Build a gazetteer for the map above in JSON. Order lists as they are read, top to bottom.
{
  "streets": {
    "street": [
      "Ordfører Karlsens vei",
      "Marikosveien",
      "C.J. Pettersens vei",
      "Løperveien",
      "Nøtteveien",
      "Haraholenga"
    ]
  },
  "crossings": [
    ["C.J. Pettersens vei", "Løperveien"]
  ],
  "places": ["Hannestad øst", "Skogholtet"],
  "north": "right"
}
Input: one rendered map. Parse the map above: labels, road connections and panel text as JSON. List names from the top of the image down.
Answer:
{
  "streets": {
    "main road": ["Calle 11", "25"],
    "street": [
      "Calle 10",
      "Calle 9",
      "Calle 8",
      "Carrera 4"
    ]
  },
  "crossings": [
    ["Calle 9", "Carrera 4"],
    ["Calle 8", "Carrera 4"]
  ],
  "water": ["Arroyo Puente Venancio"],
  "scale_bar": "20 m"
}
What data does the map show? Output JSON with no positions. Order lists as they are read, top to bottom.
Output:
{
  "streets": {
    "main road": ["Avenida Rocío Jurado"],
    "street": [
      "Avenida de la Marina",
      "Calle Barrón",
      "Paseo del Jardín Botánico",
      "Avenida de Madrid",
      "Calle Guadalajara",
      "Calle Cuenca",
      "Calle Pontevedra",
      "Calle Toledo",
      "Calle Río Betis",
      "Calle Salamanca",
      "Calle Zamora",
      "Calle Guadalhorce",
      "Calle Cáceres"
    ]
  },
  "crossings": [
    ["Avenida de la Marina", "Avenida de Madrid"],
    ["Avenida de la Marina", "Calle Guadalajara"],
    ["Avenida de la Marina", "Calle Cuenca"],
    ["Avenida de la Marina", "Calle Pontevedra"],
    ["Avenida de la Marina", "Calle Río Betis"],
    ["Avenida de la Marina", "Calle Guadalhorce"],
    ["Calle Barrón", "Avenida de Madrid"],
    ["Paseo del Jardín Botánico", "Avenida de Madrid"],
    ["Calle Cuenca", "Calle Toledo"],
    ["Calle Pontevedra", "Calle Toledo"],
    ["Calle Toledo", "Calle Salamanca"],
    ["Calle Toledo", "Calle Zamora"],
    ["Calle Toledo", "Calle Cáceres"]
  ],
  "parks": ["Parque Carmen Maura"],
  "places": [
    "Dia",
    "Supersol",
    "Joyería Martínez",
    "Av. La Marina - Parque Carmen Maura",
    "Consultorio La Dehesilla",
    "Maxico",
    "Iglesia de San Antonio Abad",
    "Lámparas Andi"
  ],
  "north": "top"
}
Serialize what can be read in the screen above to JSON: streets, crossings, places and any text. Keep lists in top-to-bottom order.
+++++
TASK PROMPT: Write out every entry word for word.

EXERCISE ANSWER:
Build a gazetteer for the map above in JSON. Order lists as they are read, top to bottom.
{
  "streets": {
    "street": [
      "Ordfører Karlsens vei",
      "Marikosveien",
      "C.J. Pettersens vei",
      "Løperveien",
      "Nøtteveien",
      "Haraholenga"
    ]
  },
  "crossings": [
    ["C.J. Pettersens vei", "Løperveien"]
  ],
  "places": ["Hannestad øst", "Skogholtet"],
  "north": "right"
}
Input: one rendered map. Parse the map above: labels, road connections and panel text as JSON. List names from the top of the image down.
Answer:
{
  "streets": {
    "main road": ["Calle 11", "25"],
    "street": [
      "Calle 10",
      "Calle 9",
      "Calle 8",
      "Carrera 4"
    ]
  },
  "crossings": [
    ["Calle 9", "Carrera 4"],
    ["Calle 8", "Carrera 4"]
  ],
  "water": ["Arroyo Puente Venancio"],
  "scale_bar": "20 m"
}
What data does the map show? Output JSON with no positions. Order lists as they are read, top to bottom.
Output:
{
  "streets": {
    "main road": ["Avenida Rocío Jurado"],
    "street": [
      "Avenida de la Marina",
      "Calle Barrón",
      "Paseo del Jardín Botánico",
      "Avenida de Madrid",
      "Calle Guadalajara",
      "Calle Cuenca",
      "Calle Pontevedra",
      "Calle Toledo",
      "Calle Río Betis",
      "Calle Salamanca",
      "Calle Zamora",
      "Calle Guadalhorce",
      "Calle Cáceres"
    ]
  },
  "crossings": [
    ["Avenida de la Marina", "Avenida de Madrid"],
    ["Avenida de la Marina", "Calle Guadalajara"],
    ["Avenida de la Marina", "Calle Cuenca"],
    ["Avenida de la Marina", "Calle Pontevedra"],
    ["Avenida de la Marina", "Calle Río Betis"],
    ["Avenida de la Marina", "Calle Guadalhorce"],
    ["Calle Barrón", "Avenida de Madrid"],
    ["Paseo del Jardín Botánico", "Avenida de Madrid"],
    ["Calle Cuenca", "Calle Toledo"],
    ["Calle Pontevedra", "Calle Toledo"],
    ["Calle Toledo", "Calle Salamanca"],
    ["Calle Toledo", "Calle Zamora"],
    ["Calle Toledo", "Calle Cáceres"]
  ],
  "parks": ["Parque Carmen Maura"],
  "places": [
    "Dia",
    "Supersol",
    "Joyería Martínez",
    "Av. La Marina - Parque Carmen Maura",
    "Consultorio La Dehesilla",
    "Maxico",
    "Iglesia de San Antonio Abad",
    "Lámparas Andi"
  ],
  "north": "top"
}
Serialize what can be read in the screen above to JSON: streets, crossings, places and any text. Keep lists in top-to-bottom order.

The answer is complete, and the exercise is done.